[TASK DIRECTIONS]
Retype the records below exactly. Leave nothing out.
[Opening EXERCISE MATERIALS section]
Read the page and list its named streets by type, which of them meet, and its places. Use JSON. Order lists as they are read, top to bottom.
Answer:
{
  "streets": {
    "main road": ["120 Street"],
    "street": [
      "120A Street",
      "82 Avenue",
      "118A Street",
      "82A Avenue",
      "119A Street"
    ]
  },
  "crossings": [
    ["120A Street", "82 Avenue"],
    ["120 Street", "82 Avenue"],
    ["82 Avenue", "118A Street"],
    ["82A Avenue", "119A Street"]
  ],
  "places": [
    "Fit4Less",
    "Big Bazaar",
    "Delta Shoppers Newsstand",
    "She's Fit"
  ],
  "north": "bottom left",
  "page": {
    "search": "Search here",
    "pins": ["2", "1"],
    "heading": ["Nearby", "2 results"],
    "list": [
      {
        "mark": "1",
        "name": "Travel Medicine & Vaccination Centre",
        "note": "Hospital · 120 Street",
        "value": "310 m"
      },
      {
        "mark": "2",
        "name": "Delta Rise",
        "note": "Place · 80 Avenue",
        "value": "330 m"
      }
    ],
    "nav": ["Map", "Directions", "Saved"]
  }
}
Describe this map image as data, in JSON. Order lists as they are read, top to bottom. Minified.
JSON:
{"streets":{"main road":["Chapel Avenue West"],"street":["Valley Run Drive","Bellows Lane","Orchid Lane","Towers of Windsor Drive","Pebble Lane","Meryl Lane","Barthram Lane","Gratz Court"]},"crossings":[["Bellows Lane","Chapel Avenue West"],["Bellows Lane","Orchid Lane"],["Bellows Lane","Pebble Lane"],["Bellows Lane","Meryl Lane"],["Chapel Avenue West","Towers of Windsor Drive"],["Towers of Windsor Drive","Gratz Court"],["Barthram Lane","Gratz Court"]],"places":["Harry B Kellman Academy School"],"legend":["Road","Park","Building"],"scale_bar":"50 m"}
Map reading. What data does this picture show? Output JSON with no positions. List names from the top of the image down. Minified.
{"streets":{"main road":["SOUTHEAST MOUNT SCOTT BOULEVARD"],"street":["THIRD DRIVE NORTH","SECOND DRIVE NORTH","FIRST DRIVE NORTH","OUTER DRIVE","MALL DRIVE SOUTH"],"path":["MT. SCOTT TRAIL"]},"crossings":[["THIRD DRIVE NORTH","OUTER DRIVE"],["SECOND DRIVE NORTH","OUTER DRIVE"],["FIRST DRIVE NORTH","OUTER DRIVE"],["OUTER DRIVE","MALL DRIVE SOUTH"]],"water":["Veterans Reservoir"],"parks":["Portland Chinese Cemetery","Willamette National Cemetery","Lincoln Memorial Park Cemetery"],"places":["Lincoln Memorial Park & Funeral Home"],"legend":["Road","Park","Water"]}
[Closing EXERCISE MATERIALS section]
[YOUR SOLUTION]
Read the page and list its named streets by type, which of them meet, and its places. Use JSON. Order lists as they are read, top to bottom.
Answer:
{
  "streets": {
    "main road": ["120 Street"],
    "street": [
      "120A Street",
      "82 Avenue",
      "118A Street",
      "82A Avenue",
      "119A Street"
    ]
  },
  "crossings": [
    ["120A Street", "82 Avenue"],
    ["120 Street", "82 Avenue"],
    ["82 Avenue", "118A Street"],
    ["82A Avenue", "119A Street"]
  ],
  "places": [
    "Fit4Less",
    "Big Bazaar",
    "Delta Shoppers Newsstand",
    "She's Fit"
  ],
  "north": "bottom left",
  "page": {
    "search": "Search here",
    "pins": ["2", "1"],
    "heading": ["Nearby", "2 results"],
    "list": [
      {
        "mark": "1",
        "name": "Travel Medicine & Vaccination Centre",
        "note": "Hospital · 120 Street",
        "value": "310 m"
      },
      {
        "mark": "2",
        "name": "Delta Rise",
        "note": "Place · 80 Avenue",
        "value": "330 m"
      }
    ],
    "nav": ["Map", "Directions", "Saved"]
  }
}
Describe this map image as data, in JSON. Order lists as they are read, top to bottom. Minified.
JSON:
{"streets":{"main road":["Chapel Avenue West"],"street":["Valley Run Drive","Bellows Lane","Orchid Lane","Towers of Windsor Drive","Pebble Lane","Meryl Lane","Barthram Lane","Gratz Court"]},"crossings":[["Bellows Lane","Chapel Avenue West"],["Bellows Lane","Orchid Lane"],["Bellows Lane","Pebble Lane"],["Bellows Lane","Meryl Lane"],["Chapel Avenue West","Towers of Windsor Drive"],["Towers of Windsor Drive","Gratz Court"],["Barthram Lane","Gratz Court"]],"places":["Harry B Kellman Academy School"],"legend":["Road","Park","Building"],"scale_bar":"50 m"}
Map reading. What data does this picture show? Output JSON with no positions. List names from the top of the image down. Minified.
{"streets":{"main road":["SOUTHEAST MOUNT SCOTT BOULEVARD"],"street":["THIRD DRIVE NORTH","SECOND DRIVE NORTH","FIRST DRIVE NORTH","OUTER DRIVE","MALL DRIVE SOUTH"],"path":["MT. SCOTT TRAIL"]},"crossings":[["THIRD DRIVE NORTH","OUTER DRIVE"],["SECOND DRIVE NORTH","OUTER DRIVE"],["FIRST DRIVE NORTH","OUTER DRIVE"],["OUTER DRIVE","MALL DRIVE SOUTH"]],"water":["Veterans Reservoir"],"parks":["Portland Chinese Cemetery","Willamette National Cemetery","Lincoln Memorial Park Cemetery"],"places":["Lincoln Memorial Park & Funeral Home"],"legend":["Road","Park","Water"]}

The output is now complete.